### Dataset records
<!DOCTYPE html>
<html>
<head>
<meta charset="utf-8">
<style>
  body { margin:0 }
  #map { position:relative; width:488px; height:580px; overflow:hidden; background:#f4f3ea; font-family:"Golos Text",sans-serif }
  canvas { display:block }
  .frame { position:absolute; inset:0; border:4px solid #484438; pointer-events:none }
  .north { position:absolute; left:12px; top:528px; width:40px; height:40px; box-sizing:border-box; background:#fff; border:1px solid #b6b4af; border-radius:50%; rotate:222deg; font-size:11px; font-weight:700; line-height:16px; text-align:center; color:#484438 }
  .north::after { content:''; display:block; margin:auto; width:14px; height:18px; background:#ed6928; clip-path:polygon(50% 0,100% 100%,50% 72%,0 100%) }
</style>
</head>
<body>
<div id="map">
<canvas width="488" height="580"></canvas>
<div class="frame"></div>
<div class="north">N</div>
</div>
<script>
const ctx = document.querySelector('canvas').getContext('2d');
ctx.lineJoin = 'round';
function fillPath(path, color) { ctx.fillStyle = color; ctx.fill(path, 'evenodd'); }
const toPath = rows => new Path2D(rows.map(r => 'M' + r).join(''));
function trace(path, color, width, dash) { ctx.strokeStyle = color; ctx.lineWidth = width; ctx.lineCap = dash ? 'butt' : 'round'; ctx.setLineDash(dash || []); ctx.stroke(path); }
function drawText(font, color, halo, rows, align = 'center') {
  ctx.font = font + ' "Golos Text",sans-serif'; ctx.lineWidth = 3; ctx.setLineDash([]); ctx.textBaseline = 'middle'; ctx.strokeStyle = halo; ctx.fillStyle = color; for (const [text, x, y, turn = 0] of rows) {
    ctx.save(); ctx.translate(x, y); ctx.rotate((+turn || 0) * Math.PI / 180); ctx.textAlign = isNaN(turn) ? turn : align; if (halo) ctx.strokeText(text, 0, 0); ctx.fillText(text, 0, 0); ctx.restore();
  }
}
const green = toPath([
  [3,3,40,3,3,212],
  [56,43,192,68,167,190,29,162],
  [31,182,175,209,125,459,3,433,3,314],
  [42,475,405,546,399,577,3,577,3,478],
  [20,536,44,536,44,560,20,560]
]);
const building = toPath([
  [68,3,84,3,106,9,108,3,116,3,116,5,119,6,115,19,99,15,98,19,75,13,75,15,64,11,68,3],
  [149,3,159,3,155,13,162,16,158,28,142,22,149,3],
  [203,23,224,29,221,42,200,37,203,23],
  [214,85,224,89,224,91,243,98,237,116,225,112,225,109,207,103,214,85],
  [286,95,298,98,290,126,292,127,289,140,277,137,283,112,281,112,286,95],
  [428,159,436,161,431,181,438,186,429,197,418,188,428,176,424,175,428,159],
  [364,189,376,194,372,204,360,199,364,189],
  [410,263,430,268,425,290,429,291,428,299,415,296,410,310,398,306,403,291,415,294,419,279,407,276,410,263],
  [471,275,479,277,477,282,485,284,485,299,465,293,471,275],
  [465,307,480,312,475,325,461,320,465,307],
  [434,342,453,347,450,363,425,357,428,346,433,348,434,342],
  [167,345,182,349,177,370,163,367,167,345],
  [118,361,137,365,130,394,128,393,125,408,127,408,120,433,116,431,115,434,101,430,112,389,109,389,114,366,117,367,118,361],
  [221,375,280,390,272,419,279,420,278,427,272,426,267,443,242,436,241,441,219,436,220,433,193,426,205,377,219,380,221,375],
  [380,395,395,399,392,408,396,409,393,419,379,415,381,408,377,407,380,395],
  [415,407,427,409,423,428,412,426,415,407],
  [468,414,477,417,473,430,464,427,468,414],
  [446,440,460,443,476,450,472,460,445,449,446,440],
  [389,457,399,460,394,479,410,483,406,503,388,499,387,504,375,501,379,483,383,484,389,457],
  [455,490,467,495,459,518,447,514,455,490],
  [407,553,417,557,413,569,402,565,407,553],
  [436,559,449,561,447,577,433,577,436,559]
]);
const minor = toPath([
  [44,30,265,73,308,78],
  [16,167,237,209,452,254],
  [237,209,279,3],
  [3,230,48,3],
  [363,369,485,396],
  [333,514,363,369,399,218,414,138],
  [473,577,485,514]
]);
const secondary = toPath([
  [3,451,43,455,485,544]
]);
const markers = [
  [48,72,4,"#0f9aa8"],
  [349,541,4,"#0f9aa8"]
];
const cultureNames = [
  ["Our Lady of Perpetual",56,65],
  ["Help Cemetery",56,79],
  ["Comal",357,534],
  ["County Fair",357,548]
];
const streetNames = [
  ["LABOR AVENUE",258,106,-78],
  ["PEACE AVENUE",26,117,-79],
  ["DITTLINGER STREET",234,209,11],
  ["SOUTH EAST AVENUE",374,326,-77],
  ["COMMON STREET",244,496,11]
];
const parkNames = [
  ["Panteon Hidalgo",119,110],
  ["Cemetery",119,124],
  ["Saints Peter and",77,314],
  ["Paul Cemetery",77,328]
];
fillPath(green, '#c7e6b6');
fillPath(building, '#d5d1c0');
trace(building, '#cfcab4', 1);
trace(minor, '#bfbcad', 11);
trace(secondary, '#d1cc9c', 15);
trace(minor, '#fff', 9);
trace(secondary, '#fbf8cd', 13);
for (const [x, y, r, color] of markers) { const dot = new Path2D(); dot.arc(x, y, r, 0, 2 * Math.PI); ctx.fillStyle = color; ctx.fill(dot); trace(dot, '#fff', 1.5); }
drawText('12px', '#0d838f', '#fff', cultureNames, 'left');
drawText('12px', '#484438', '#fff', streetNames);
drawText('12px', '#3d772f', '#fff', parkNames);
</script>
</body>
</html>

### Task item
What is the count of lines in the data above containing the string "function"? Write the number and nothing else.

### Exercise solution
3